“Ti Facisti quantu Teresina” – Quando un detto siciliano diventa leggenda 24 Marzo 2025 – Posted in: Modi di dire – Tags: , , , , , , , , , , ,

“Ti Facisti quantu Teresina”

In Sicilia, le parole non sono mai solo parole. Hanno il sapore della terra, il suono dei tamburi nelle processioni, e l’eco delle voci sussurrate nelle sere d’estate, seduti fuori dalla porta, sulle sedie di legno.

C’è un detto che in apparenza sembra solo una battuta ironica, una presa in giro bonaria:

“Ti facisti quantu Teresina.”

Lo si dice quando qualcuno ingrassa all’improvviso, tutto d’un colpo, come se il corpo avesse deciso di trasformarsi da solo, senza chiedere il permesso.

Ma dietro questa frase, c’è una storia. Una di quelle storie che si tramandano sottovoce, come certi segreti che fanno paura ma che vanno raccontati, perché portano con sé un insegnamento, una memoria, una verità nascosta.

Il cuntu di Teresina e Filomena

Il racconto affonda le sue radici a Niscemi, un paese siciliano dove, prima della guerra, si narrava la storia di due sorelle: Teresina e Filomena.

Teresina era bellissima. Una di quelle bellezze che fanno voltare tutti, con la grazia di una madonna scolpita nel marmo.

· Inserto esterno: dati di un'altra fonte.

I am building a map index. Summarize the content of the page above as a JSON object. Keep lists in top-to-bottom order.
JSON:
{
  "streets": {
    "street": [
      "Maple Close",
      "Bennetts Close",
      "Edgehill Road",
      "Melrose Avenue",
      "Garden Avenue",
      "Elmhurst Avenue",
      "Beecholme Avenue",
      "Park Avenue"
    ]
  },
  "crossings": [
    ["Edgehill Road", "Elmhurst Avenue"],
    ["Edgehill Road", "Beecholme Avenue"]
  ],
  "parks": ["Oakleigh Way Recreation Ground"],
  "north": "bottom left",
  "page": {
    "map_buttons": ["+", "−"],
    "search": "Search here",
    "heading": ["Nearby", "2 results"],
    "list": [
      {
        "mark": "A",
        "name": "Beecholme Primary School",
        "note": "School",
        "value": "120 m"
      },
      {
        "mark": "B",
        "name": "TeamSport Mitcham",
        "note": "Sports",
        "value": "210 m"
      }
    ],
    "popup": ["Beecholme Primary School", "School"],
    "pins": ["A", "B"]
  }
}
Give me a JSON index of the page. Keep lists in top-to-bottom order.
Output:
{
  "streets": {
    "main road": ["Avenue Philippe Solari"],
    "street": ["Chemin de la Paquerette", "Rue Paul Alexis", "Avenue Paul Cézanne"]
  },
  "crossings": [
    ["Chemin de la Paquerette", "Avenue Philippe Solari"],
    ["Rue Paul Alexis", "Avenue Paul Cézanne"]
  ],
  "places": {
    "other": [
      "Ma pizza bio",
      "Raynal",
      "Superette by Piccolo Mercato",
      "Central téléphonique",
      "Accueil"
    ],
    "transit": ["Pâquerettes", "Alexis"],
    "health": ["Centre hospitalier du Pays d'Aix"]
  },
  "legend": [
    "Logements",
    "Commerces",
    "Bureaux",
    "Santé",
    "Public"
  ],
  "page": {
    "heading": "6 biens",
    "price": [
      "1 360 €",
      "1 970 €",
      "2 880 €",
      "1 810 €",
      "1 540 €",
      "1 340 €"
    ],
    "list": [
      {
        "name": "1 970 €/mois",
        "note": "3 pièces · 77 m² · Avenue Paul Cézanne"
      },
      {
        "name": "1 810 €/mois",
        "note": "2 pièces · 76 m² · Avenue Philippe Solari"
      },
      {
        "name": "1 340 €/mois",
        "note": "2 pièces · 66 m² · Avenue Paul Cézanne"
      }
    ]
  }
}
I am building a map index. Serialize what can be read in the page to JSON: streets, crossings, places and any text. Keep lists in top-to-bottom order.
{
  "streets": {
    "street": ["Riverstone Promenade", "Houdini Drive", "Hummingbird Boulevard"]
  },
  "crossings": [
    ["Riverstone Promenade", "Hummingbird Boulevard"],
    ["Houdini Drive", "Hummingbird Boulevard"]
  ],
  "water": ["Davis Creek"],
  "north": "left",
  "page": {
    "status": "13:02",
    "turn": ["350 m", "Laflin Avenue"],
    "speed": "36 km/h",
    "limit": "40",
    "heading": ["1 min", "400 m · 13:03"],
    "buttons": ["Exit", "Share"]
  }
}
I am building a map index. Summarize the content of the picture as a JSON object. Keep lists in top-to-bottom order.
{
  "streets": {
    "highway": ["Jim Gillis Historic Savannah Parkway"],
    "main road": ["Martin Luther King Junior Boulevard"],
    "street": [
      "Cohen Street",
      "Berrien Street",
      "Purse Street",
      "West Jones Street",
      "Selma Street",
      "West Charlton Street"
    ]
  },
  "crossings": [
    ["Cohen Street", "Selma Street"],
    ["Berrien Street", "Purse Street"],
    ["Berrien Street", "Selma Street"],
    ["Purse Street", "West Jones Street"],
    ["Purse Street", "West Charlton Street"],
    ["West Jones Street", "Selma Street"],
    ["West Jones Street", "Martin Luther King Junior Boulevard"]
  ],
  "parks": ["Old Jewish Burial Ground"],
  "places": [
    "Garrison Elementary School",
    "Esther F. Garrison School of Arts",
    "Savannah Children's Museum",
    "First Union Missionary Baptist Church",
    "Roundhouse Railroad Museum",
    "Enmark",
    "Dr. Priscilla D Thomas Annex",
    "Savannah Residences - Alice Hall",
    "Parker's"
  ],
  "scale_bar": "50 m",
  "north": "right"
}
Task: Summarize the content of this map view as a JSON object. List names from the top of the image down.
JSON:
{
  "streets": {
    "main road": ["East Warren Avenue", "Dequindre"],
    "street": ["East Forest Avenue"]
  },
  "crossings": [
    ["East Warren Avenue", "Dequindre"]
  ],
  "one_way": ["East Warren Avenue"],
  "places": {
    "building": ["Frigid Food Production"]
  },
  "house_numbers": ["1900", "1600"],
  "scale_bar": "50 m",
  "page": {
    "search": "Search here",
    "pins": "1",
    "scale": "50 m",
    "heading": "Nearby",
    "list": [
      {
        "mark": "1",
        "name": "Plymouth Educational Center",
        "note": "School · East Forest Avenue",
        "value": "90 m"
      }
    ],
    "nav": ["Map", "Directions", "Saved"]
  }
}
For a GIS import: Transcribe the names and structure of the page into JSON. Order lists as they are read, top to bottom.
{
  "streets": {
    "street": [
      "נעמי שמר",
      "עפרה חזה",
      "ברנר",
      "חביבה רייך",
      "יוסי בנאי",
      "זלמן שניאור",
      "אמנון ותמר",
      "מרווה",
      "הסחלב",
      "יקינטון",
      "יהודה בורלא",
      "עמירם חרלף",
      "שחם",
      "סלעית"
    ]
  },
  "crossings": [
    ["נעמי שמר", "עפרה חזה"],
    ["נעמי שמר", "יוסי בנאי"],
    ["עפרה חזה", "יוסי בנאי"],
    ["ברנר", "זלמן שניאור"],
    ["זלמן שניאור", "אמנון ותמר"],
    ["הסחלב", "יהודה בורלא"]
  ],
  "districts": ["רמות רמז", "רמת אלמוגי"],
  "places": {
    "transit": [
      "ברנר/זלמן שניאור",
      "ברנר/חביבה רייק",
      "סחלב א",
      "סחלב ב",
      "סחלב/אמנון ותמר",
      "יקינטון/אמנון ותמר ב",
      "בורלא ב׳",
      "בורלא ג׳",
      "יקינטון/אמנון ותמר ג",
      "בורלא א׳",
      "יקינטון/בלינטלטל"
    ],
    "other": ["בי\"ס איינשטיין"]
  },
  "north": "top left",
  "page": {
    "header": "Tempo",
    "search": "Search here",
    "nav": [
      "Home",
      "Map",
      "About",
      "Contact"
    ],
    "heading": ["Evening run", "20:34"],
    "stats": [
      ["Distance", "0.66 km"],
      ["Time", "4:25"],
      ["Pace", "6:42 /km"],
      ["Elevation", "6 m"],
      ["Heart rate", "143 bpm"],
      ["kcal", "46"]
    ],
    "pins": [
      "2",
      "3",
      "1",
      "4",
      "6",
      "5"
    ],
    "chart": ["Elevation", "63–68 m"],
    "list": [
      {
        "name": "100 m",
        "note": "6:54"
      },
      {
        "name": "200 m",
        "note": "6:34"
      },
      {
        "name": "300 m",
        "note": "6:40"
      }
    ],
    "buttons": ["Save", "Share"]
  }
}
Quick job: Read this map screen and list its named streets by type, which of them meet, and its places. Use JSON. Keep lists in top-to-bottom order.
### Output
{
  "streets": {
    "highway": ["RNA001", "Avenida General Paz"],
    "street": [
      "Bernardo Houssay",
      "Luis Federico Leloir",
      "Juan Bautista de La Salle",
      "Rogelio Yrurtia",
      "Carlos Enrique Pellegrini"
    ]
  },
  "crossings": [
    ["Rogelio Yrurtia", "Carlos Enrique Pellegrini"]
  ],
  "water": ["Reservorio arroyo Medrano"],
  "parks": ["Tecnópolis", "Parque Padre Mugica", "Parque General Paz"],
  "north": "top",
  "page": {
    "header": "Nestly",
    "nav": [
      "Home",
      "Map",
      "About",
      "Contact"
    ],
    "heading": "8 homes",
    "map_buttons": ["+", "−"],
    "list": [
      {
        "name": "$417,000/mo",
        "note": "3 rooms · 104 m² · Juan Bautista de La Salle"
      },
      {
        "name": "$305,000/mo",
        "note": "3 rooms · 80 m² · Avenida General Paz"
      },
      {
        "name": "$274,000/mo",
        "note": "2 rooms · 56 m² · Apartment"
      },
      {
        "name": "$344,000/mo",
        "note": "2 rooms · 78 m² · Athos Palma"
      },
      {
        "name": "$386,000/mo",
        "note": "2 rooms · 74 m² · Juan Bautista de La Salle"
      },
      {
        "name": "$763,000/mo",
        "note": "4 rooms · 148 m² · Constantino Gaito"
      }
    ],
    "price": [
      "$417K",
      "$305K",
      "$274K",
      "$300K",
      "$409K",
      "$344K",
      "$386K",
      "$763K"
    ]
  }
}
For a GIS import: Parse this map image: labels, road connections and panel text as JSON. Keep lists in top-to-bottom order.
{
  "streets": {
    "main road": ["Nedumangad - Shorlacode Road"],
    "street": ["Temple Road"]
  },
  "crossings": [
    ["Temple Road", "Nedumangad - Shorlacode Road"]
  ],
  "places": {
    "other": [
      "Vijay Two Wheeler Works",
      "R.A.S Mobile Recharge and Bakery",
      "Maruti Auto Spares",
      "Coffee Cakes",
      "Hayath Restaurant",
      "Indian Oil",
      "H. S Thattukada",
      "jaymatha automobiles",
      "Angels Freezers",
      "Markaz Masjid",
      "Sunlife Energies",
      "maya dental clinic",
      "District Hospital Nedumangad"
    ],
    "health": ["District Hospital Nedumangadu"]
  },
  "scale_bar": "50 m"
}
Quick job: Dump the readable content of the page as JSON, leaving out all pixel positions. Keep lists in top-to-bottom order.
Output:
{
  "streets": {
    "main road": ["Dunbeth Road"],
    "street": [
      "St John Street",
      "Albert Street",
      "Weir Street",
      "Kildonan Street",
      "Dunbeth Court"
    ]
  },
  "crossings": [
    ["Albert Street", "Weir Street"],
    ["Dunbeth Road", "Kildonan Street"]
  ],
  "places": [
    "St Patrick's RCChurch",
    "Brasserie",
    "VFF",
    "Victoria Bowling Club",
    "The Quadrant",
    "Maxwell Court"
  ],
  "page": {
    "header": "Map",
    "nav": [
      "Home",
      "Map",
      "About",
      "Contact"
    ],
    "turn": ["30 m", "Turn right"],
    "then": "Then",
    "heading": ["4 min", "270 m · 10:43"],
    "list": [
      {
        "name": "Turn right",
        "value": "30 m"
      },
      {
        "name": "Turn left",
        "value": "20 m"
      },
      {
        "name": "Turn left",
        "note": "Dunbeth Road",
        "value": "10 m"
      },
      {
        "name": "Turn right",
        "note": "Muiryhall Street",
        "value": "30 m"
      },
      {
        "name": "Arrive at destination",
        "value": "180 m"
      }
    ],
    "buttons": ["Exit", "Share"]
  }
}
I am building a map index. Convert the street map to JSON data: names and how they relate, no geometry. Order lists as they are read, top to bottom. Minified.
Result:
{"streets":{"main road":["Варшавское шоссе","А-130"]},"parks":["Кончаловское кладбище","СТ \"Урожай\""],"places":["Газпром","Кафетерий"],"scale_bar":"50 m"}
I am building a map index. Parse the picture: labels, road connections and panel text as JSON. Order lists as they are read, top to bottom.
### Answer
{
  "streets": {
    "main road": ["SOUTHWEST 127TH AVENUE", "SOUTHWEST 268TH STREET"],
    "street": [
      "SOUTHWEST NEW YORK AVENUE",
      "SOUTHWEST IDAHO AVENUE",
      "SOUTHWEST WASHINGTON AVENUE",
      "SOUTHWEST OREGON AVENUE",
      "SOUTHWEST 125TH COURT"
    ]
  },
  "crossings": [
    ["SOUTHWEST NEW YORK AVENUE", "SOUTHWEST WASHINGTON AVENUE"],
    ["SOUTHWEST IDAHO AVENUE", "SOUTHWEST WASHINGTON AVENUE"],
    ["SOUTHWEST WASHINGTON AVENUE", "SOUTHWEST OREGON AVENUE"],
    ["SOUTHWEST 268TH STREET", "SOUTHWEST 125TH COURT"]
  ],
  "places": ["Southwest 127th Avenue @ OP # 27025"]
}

Filomena, invece, aveva un aspetto più semplice, più comune. Ma era buona, operosa, onesta.

Un giorno, un giovane commerciante passò da quelle parti. Ricco, elegante, affascinato da Teresina. Chiese subito di poterla sposare.

Ma la madre, vedova e saggia, gli propose invece la figlia più umile: Filomena. L’uomo accettò, forse per convenienza, forse con l’idea di accontentarsi… per ora.

Il matrimonio fu celebrato, ma l’amore, si capiva, era rivolto altrove.

Appena giunti a Sciacca, dove l’uomo viveva, Filomena fu portata al mare. E lì, venne affogata.

Senza pietà. Senza rimorso.

Il ritorno e l’inganno

Sei mesi dopo, l’uomo tornò a Niscemi. Con un sorriso falso e una bugia sulle labbra: “Filomena sta bene. Sta tessendo una tela bellissima. Ma vuole l’aiuto di Teresina.”

La madre, ingenua o forse solo disperata, convinse la figlia a partire.

Durante il viaggio, il giovane le svelò tutto: il matrimonio, l’omicidio, il desiderio che da sempre provava per lei.

Teresina, però, non si piegò. Lo guardò negli occhi e gli disse:

“Ho fatto ’na promissa a mia sorella. E tu, a mia, mi fai schifo.”

Minacciata, chiusa in una stanza, le fu concessa una notte per decidere: piegarsi o morire.

Quella notte, Teresina pregò. E si racconta che un acidduzzu, un uccellino, si posò sulla finestra.

Lei gli parlò: “Va da me’ matri. Dille la verità. Dille quello che mi vuole fare.”

Il miracolo e la vendetta del silenzio

La mattina seguente, Teresina si presentò all’uomo. Pronta. Non a cedere, ma a morire con dignità.

Quando lui la vide, sbiancò.

Non per le sue parole, ma per ciò che era diventata: un corpo trasformato, enorme, come se il dolore avesse preso forma e carne.

Fuggì via, gridando “Maleficio!”, come se avesse visto un fantasma. E andò a infilzarsi su una roccia aguzza.

Teresina, intanto, si guardò allo specchio. E capì.

Il suo corpo aveva cambiato forma, sì. Ma non per colpa del cibo.

Era il dolore.

Era la paura.

Era la dignità di chi non ha tradito.

Un detto che pesa come la memoria

Da allora, in Sicilia, si dice:

“Ti facisti quantu Teresina.”

Ma non tutti sanno da dove viene.

Chi conosce il cuntu, sa che non parla solo di chili presi, ma di ciò che ci portiamo dentro.

Delle notti insonni. Delle preghiere sussurrate. Delle scelte che ci salvano l’anima, anche quando feriscono il corpo.

Teresina ingrassò. Sì.

Ma fu l’unica a uscire viva da quella storia. Viva e vera.

E ogni volta che qualcuno pronuncia quel detto, da qualche parte, il suo sguardo fiero torna a brillare.